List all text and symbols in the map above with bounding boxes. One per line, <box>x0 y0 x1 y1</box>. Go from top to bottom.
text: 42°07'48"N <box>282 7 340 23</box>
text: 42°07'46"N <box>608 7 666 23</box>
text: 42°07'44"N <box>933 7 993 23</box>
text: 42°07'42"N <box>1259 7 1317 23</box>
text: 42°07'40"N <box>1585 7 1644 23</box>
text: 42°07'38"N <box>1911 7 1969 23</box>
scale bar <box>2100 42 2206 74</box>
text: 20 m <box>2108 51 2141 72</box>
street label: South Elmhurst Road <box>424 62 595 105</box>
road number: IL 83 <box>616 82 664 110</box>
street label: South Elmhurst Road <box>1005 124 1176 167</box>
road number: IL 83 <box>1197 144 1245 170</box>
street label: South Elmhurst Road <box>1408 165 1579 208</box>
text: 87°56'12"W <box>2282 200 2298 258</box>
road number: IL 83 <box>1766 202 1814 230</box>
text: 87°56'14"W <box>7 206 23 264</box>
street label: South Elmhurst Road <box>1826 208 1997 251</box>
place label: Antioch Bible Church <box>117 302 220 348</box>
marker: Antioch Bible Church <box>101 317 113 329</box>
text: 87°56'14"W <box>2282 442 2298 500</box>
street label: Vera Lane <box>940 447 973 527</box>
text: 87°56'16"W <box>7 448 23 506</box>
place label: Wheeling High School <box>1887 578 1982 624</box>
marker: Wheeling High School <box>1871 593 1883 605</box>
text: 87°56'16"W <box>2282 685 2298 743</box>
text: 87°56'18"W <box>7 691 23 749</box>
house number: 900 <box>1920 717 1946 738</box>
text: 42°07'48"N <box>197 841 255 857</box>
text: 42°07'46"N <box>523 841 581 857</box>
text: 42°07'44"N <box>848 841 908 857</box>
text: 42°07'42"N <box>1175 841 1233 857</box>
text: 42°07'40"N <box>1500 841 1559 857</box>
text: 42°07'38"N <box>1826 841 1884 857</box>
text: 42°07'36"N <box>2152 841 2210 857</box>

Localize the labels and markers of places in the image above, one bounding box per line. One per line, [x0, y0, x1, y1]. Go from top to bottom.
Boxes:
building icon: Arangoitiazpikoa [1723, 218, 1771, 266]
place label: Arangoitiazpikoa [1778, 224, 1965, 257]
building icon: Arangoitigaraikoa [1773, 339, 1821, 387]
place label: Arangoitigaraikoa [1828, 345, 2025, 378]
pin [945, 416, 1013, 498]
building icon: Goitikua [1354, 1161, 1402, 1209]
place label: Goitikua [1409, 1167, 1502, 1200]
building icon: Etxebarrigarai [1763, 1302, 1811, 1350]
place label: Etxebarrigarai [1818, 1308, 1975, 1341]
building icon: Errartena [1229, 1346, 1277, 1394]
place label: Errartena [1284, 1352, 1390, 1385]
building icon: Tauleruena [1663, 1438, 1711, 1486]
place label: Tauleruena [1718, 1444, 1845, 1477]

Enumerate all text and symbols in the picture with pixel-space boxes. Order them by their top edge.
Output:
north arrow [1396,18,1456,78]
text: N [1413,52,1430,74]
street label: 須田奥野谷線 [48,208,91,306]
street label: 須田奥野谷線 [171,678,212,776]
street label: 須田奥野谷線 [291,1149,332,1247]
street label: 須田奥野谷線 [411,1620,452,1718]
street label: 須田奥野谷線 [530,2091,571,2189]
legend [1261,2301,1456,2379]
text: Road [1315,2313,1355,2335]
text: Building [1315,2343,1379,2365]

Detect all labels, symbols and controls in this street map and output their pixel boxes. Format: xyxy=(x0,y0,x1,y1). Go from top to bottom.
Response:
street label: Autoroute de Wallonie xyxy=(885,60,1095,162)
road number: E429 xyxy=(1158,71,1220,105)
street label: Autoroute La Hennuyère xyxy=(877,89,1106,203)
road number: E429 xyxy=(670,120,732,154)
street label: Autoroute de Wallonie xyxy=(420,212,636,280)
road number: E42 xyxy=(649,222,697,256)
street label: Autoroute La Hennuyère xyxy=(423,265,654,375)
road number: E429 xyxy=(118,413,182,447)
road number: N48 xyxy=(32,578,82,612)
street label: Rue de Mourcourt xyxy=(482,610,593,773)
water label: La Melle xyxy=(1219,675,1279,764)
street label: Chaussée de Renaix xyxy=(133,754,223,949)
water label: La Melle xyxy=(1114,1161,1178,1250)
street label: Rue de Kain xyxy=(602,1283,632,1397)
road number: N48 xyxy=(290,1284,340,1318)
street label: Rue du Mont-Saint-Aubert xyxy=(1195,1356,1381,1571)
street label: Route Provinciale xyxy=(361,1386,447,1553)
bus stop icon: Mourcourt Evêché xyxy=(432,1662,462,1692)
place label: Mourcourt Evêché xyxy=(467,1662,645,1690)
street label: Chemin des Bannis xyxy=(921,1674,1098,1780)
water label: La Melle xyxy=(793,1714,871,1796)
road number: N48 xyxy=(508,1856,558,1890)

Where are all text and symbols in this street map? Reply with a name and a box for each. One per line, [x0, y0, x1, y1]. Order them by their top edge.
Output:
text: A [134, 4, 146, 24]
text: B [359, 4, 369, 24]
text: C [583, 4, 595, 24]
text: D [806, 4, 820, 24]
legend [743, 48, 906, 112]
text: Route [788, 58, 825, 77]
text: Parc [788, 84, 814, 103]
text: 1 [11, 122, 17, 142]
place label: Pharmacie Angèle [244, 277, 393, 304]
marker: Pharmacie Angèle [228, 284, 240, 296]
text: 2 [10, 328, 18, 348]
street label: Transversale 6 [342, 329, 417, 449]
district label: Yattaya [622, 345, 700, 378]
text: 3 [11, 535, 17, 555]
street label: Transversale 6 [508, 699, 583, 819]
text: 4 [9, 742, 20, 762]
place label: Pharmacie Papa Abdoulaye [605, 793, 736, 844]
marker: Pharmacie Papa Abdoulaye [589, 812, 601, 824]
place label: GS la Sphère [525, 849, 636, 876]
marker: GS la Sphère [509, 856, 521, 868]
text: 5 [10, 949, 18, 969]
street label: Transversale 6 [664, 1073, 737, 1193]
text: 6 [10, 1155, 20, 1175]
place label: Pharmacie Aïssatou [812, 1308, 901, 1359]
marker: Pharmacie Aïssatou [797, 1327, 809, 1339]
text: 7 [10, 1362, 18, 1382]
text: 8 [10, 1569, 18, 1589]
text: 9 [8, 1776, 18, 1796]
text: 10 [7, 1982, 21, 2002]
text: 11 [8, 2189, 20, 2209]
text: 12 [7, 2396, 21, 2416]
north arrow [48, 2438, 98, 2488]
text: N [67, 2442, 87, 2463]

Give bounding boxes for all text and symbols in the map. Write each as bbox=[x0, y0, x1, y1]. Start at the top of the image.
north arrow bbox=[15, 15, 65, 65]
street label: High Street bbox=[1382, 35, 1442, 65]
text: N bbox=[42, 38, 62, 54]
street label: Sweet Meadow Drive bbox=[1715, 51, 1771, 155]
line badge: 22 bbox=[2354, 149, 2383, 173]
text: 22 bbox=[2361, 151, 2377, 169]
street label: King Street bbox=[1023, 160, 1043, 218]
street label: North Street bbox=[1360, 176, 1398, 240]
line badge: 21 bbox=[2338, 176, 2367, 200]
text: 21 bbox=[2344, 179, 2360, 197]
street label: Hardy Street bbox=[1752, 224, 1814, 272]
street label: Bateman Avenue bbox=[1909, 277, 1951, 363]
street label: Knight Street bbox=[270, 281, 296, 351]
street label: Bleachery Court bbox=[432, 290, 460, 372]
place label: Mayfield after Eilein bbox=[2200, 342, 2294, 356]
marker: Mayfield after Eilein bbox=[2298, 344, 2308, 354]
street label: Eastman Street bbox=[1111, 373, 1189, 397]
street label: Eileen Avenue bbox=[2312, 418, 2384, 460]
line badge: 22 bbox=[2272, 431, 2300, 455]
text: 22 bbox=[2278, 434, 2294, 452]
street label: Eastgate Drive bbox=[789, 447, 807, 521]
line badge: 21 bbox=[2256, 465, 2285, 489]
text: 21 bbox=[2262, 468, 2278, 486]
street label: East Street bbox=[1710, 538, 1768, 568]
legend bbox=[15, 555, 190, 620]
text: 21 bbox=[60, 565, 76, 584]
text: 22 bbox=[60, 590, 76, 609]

ACTIVITY → Exactly reproduce the lines beginning with the one that contains "Give bounding boxes" and ending with the last line of the material, both included. Leave out everything else.

YOUR RESPONSE →
Give bounding boxes for all text and symbols in the map. Write each as bbox=[x0, y0, x1, y1]. Start at the top of the image.
north arrow bbox=[15, 15, 65, 65]
street label: High Street bbox=[1382, 35, 1442, 65]
text: N bbox=[42, 38, 62, 54]
street label: Sweet Meadow Drive bbox=[1715, 51, 1771, 155]
line badge: 22 bbox=[2354, 149, 2383, 173]
text: 22 bbox=[2361, 151, 2377, 169]
street label: King Street bbox=[1023, 160, 1043, 218]
street label: North Street bbox=[1360, 176, 1398, 240]
line badge: 21 bbox=[2338, 176, 2367, 200]
text: 21 bbox=[2344, 179, 2360, 197]
street label: Hardy Street bbox=[1752, 224, 1814, 272]
street label: Bateman Avenue bbox=[1909, 277, 1951, 363]
street label: Knight Street bbox=[270, 281, 296, 351]
street label: Bleachery Court bbox=[432, 290, 460, 372]
place label: Mayfield after Eilein bbox=[2200, 342, 2294, 356]
marker: Mayfield after Eilein bbox=[2298, 344, 2308, 354]
street label: Eastman Street bbox=[1111, 373, 1189, 397]
street label: Eileen Avenue bbox=[2312, 418, 2384, 460]
line badge: 22 bbox=[2272, 431, 2300, 455]
text: 22 bbox=[2278, 434, 2294, 452]
street label: Eastgate Drive bbox=[789, 447, 807, 521]
line badge: 21 bbox=[2256, 465, 2285, 489]
text: 21 bbox=[2262, 468, 2278, 486]
street label: East Street bbox=[1710, 538, 1768, 568]
legend bbox=[15, 555, 190, 620]
text: 21 bbox=[60, 565, 76, 584]
text: 22 bbox=[60, 590, 76, 609]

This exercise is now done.